Guided Surface Generation
The alternate method is to manually generate surfaces using parametric representations, then to trim and knit them together. Starting from the mesh again, the first step is a semi-manual painting where surfaces are identified by different colors. You have to help SolidWorks out here a bit. I’m using an option here to only work with half of the mesh, as it is symmetric and can ostensibly be mirrored later.
Next, each of the identified faces has a surface generated from it. Most of these are flat planes, but I also created some cylindrical surfaces for the edge of the top plate, and the protrusion on the rear.
The next step is a pretty grueling process where all the intersecting
surfaces are used to trim each other using the
tool. This takes quite a while, as all intersecting surfaces need to
be used to trim each other. I also trimmed the bottom using a plane.

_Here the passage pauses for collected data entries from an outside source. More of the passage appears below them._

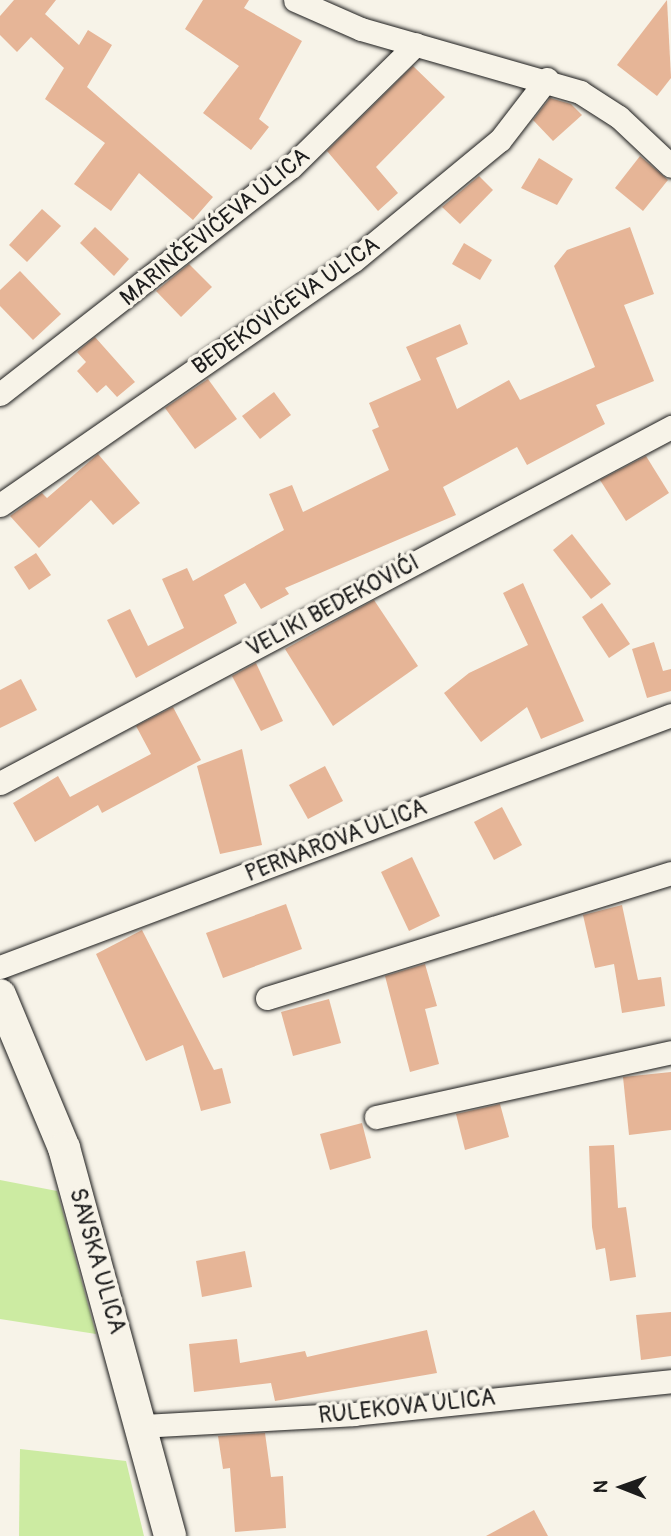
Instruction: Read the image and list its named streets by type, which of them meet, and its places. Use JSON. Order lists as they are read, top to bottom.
{
  "streets": {
    "street": [
      "MARINČEVIĆEVA ULICA",
      "BEDEKOVIĆEVA ULICA",
      "VELIKI BEDEKOVIĆI",
      "PERNAROVA ULICA",
      "SAVSKA ULICA",
      "RULEKOVA ULICA"
    ]
  },
  "crossings": [
    ["SAVSKA ULICA", "RULEKOVA ULICA"]
  ],
  "north": "left"
}
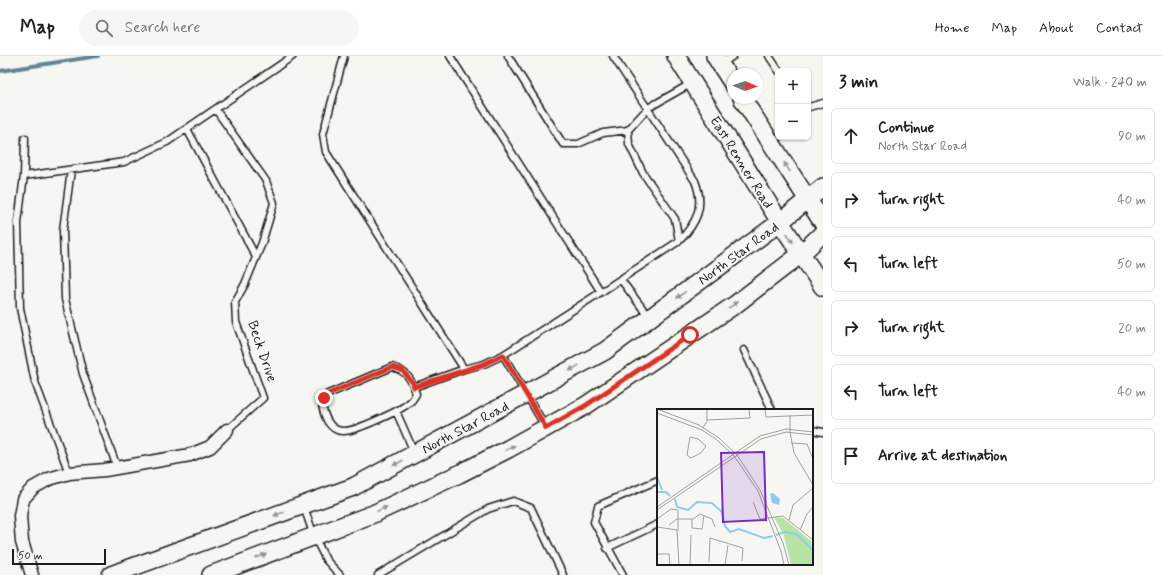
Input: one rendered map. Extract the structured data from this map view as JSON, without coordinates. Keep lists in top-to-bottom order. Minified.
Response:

This is the final product, with most of the surfaces knitted together. The trimming intersections create “watertight” joints, but there are still some gaps due to the interesting geometry at the front. The next step would be to thicken the surface from the space contained by these surfaces and the two planes, and to mirror it across the axis of symmetry. Once the solid is formed, we’d add fillets to reclaim its original shape.
In my opinion, that was a lot of work to get a model where the right angles aren’t perfect, the surfaces probably don’t line up with the axes, and the symmetry is a bit off. For objects like these, it’s probably best to design them from scratch using measurements and sketching, rather than conversion from a 3D scan.